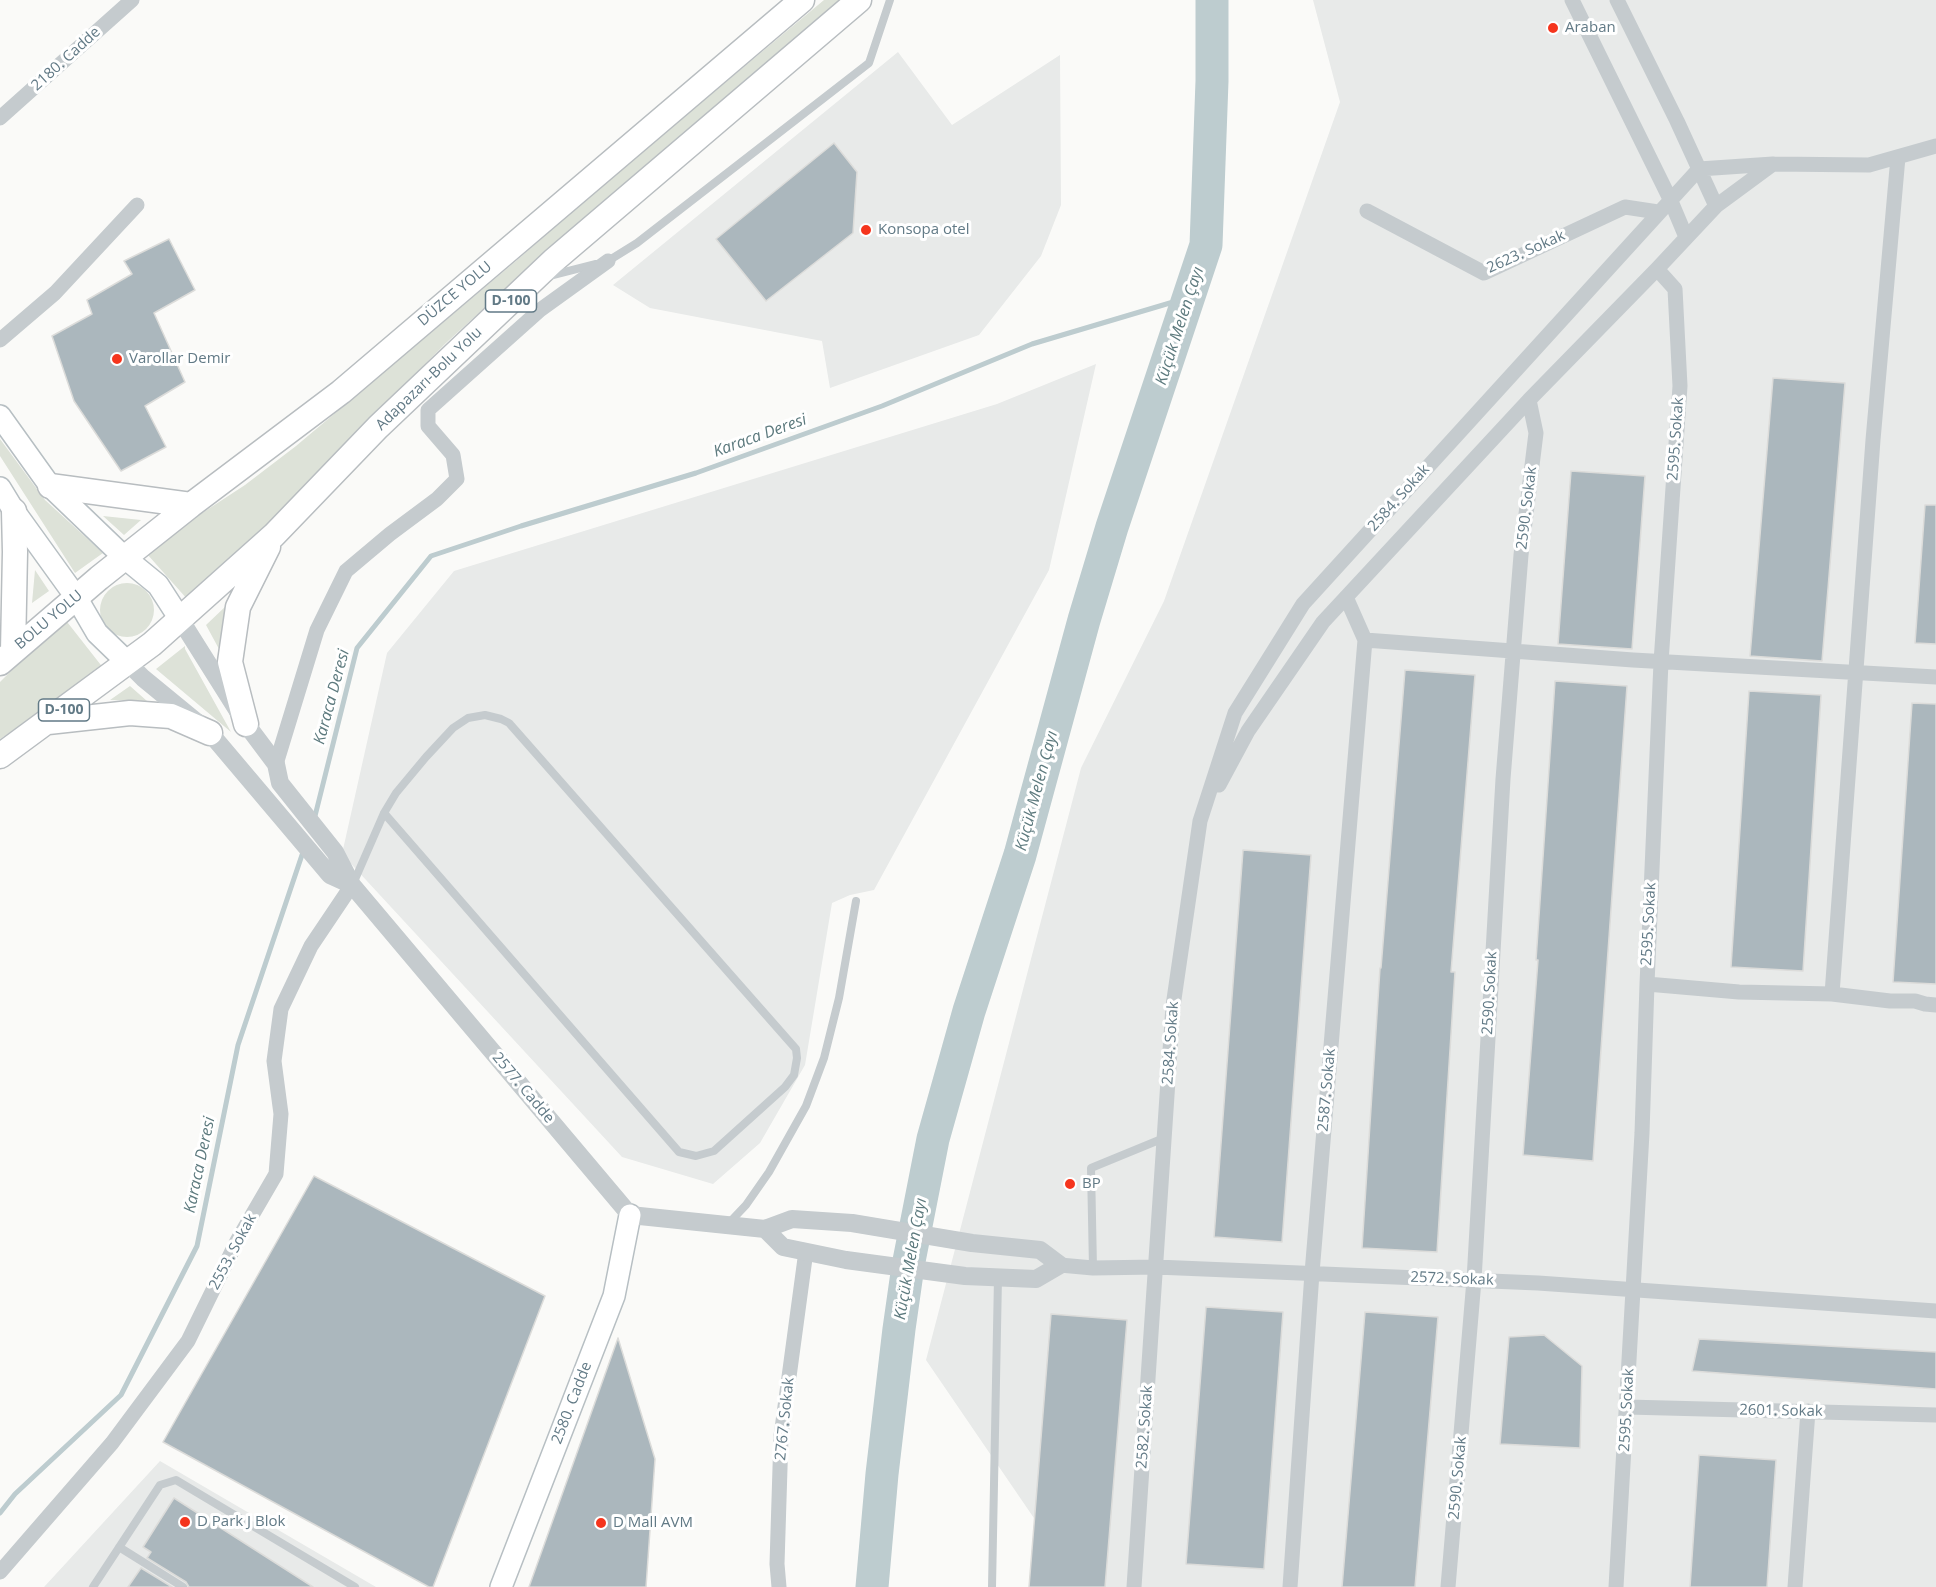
<!DOCTYPE html>
<meta charset="utf-8">
<style>
body{margin:0}
canvas{display:block;background:#fafaf8}
</style>
<canvas width="1936" height="1587"></canvas>
<script>
const g = document.querySelector('canvas').getContext('2d');
g.lineJoin = 'round';
function fill(path, color) {
  g.fillStyle = color;
  g.fill(path, 'evenodd');
}
function poly(rows) {
  const path = new Path2D();
  for (const r of rows) {
    if (r.length === 3) {
      path.moveTo(r[0] + r[2], r[1]);
      path.arc(r[0], r[1], r[2], 0, 2 * Math.PI);
      continue;
    }
    path.moveTo(r[0], r[1]);
    for (let i = 2; i < r.length; i += 2) path.lineTo(r[i], r[i + 1]);
  }
  return path;
}
function strokePath(path, color, width, dash) {
  g.strokeStyle = color;
  g.lineWidth = width;
  g.lineCap = dash ? 'butt' : 'round';
  g.setLineDash(dash || []);
  g.stroke(path);
}
function drawText(font, color, halo, rows, align = 'center') {
  g.font = font + ' "Open Sans",sans-serif';
  g.lineWidth = 6;
  g.setLineDash([]);
  g.textBaseline = 'middle';
  g.strokeStyle = halo;
  g.fillStyle = color;
  for (const [text, x, y, turn = 0] of rows) {
    g.save();
    g.translate(x, y);
    g.rotate((+turn || 0) * Math.PI / 180);
    g.textAlign = isNaN(turn) ? turn : align;
    if (halo) g.strokeText(text, 0, 0);
    g.fillText(text, 0, 0);
    g.restore();
  }
}
const built = poly([
 [1313,0,1936,0,1936,1587,1081,1587,926,1360,1081,768,1164,601,1340,102],
 [898,52,952,125,1060,55,1061,205,1041,256,979,335,830,388,822,341,650,308,613,285],
 [1096,364,1049,570,874,890,850,895,832,903,805,1065,760,1143,713,1184,622,1157,342,854,387,653,454,571,997,404],
 [160,1461,376,1587,44,1587]
]);
const green = poly([
 [824,0,840,0,528,268,446,343,244,548,188,600,147,554,190,521,245,485,296,446,516,261,606,182],
 [0,439,45,500,103,553,75,573,0,456],
 [103,516,141,520,124,535],
 [35,570,49,591,32,603],
 [127,610,27],
 [226,606,219,649,206,625],
 [64,618,104,669,0,739,0,682],
 [185,646,185,649,231,732,156,669],
 [130,686,147,701,110,700]
]);
const stream = poly([
 [314,820,357,648,431,556,521,526,696,473,882,406,1032,344,1190,297],
 [0,1513,15,1494,121,1395,197,1246,238,1045,304,849]
]);
const river = poly([
 [872,1587,882,1474,899,1329,908,1266,933,1139,969,1011,1020,855,1084,620,1112,527,1206,245,1212,81,1212,0]
]);
const building = poly([
 [834,143,857,172,853,233,766,301,716,239,834,143],
 [169,239,195,290,154,313,185,382,145,406,166,447,121,471,74,401,52,336,92,314,87,300,132,274,124,261,169,239],
 [1773,378,1845,383,1822,661,1750,656,1773,378],
 [1571,471,1645,476,1632,649,1558,644,1571,471],
 [1925,505,1936,505,1936,644,1915,643,1925,505],
 [1405,670,1475,675,1451,972,1455,972,1437,1252,1362,1248,1380,968,1381,968,1405,670],
 [1555,681,1627,686,1593,1161,1523,1155,1538,960,1536,960,1555,681],
 [1749,691,1821,695,1803,971,1731,967,1749,691],
 [1912,703,1936,704,1936,984,1893,982,1912,703],
 [1243,850,1311,855,1282,1242,1214,1237,1243,850],
 [314,1176,545,1296,433,1587,429,1587,163,1442,314,1176],
 [1206,1307,1283,1312,1264,1569,1186,1564,1206,1307],
 [1365,1312,1438,1317,1415,1587,1342,1587,1365,1312],
 [1051,1314,1127,1320,1105,1587,1029,1587,1051,1314],
 [1544,1335,1582,1366,1580,1448,1500,1444,1509,1337,1544,1335],
 [618,1338,655,1459,646,1587,529,1587,618,1338],
 [1699,1339,1936,1352,1936,1389,1692,1371,1699,1339],
 [1699,1455,1776,1460,1767,1587,1690,1587,1699,1455],
 [174,1498,313,1587,189,1587,186,1582,147,1558,151,1552,143,1547,174,1498],
 [141,1568,172,1587,128,1587,141,1568]
]);
const service = poly([
 [608,261,637,243,869,63,890,0],
 [549,276,596,264],
 [353,884,384,813,396,793,426,757,453,728,468,718,485,715,501,719,509,723,796,1049,797,1058,794,1075,785,1087,714,1151,696,1156,679,1152,384,813],
 [728,1224,746,1205,769,1172,806,1106,824,1058,839,998,856,901],
 [1093,1268,1091,1168,1164,1138],
 [119,1547,183,1587],
 [93,1587,160,1485,176,1480,355,1587],
 [992,1587,998,1278]
]);
const minor = poly([
 [1572,0,1670,199,1686,237],
 [1617,0,1677,121,1716,206],
 [0,118,132,0],
 [1367,211,1484,273,1625,207,1658,212],
 [0,340,55,293,137,205],
 [1365,640,1633,660,1936,677],
 [276,764,317,630,346,571,390,534,437,499,457,479,453,455,428,426,428,410,540,310,608,261],
 [1219,785,1248,731,1323,622,1529,400,1657,269,1716,206,1773,164],
 [1647,984,1739,992,1832,994,1890,1001,1915,1001,1925,1004,1936,1005],
 [1832,994,1873,440,1898,157],
 [1060,1265,1093,1268,1156,1267,1538,1283,1936,1311],
 [1627,1407,1936,1415],
 [0,1572,112,1443,188,1341,237,1241,276,1174,281,1114,274,1061,281,1009,311,946,352,885],
 [779,1587,777,1564,781,1436,806,1251],
 [1134,1587,1173,1006,1200,821,1235,713,1303,604,1699,169,1773,164,1869,165,1936,146],
 [1290,1587,1312,1273,1365,640,1346,597],
 [1448,1587,1474,1280,1503,779,1521,555,1536,433,1529,400],
 [1616,1587,1642,1133,1647,984,1661,662,1680,386,1675,289,1657,269],
 [1795,1587,1808,1411]
]);
const tertiary = poly([
 [180,619,246,724,276,764,280,783,335,852,352,885,630,1215,765,1229,792,1219,852,1223,972,1243,1040,1250,1060,1265,1036,1279,965,1276,846,1260,783,1247,765,1229],
 [127,662,143,678,210,733,330,875,352,885]
]);
const secondary = poly([
 [0,416,50,486,125,558,158,585,180,619],
 [0,488,14,511,76,597,97,633,127,662],
 [501,1587,614,1296,630,1215]
]);
const trunk = poly([
 [50,486,191,505],
 [13,651,15,552,14,511],
 [0,663,99,578,191,505,341,392,802,0],
 [48,722,130,713,171,716,210,733],
 [246,724,230,662,238,607,268,547],
 [0,756,152,644,274,535,378,427,553,261,859,0]
]);
const markers = [
 [1553,28,6,"#f5351d"],
 [866,230,6,"#f5351d"],
 [117,359,6,"#f5351d"],
 [1070,1184,6,"#f5351d"],
 [185,1522,6,"#f5351d"],
 [601,1523,6,"#f5351d"]
];
const shields = [
 [511,301,51],
 [64,710,51]
];
const shieldNames = [
 ["D-100",511,301],
 ["D-100",64,710]
];
const poiNames = [
 ["Araban",1565,28],
 ["Konsopa otel",878,230],
 ["Varollar Demir",129,359],
 ["BP",1082,1184],
 ["D Park J Blok",197,1522],
 ["D Mall AVM",613,1523]
];
const streetNames = [
 ["2180. Cadde",66,59,-42],
 ["2623. Sokak",1526,252,-24],
 ["DÜZCE YOLU",455,294,-40],
 ["Adapazarı-Bolu Yolu",429,379,-44],
 ["2595. Sokak",1676,439,-86],
 ["2584. Sokak",1399,498,-48],
 ["2590. Sokak",1527,508,-83],
 ["BOLU YOLU",49,620,-40],
 ["2595. Sokak",1649,924,-87],
 ["2590. Sokak",1490,993,-87],
 ["2584. Sokak",1171,1043,-86],
 ["2577. Cadde",523,1088,50],
 ["2587. Sokak",1327,1090,-85],
 ["2553. Sokak",233,1252,-62],
 ["2572. Sokak",1452,1279,2],
 ["2580. Cadde",572,1403,-69],
 ["2595. Sokak",1627,1410,-87],
 ["2601. Sokak",1781,1411,1],
 ["2767. Sokak",785,1419,-84],
 ["2582. Sokak",1145,1427,-86],
 ["2590. Sokak",1458,1478,-85]
];
const waterNames = [
 ["Küçük Melen Çayı",1180,326,-72],
 ["Karaca Deresi",760,436,-20],
 ["Karaca Deresi",332,697,-75],
 ["Küçük Melen Çayı",1037,791,-75],
 ["Karaca Deresi",200,1165,-78],
 ["Küçük Melen Çayı",911,1259,-80]
];
fill(built, '#e8eae9');
fill(green, '#dde2d8');
strokePath(stream, '#bdcccf', 5);
strokePath(river, '#bdcccf', 33);
fill(building, '#abb7bd');
strokePath(building, '#dcdcda', 1.5);
strokePath(secondary, '#b7bfc3', 24);
strokePath(trunk, '#b8bdc0', 27);
strokePath(service, '#c5cbce', 8);
strokePath(minor, '#c5cbce', 15);
strokePath(tertiary, '#c5cbce', 18);
strokePath(secondary, '#fff', 21);
strokePath(trunk, '#fff', 24);
for (const [x, y, r, color] of markers) {
  const dot = new Path2D();
  dot.arc(x, y, r, 0, 2 * Math.PI);
  g.fillStyle = color;
  g.fill(dot);
  strokePath(dot, '#fff', 2);
}
for (const [x, y, w] of shields) {
  const box = new Path2D();
  box.roundRect(x - w / 2, y - 11, w, 22, 4.5);
  g.fillStyle = '#fff';
  g.fill(box);
  strokePath(box, '#627a86', 1.5);
}
drawText('bold 14px', '#627a86', null, shieldNames);
drawText('15px', '#627a86', '#fff', poiNames, 'left');
drawText('15px', '#627a86', '#fff', streetNames);
drawText('italic 16px', '#5d7a7e', '#fff', waterNames);
</script>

(YOUR GOAL): Using the records above, pull out each line where the word "markers" occurs.

(RESULT):
const markers = [
for (const [x, y, r, color] of markers) {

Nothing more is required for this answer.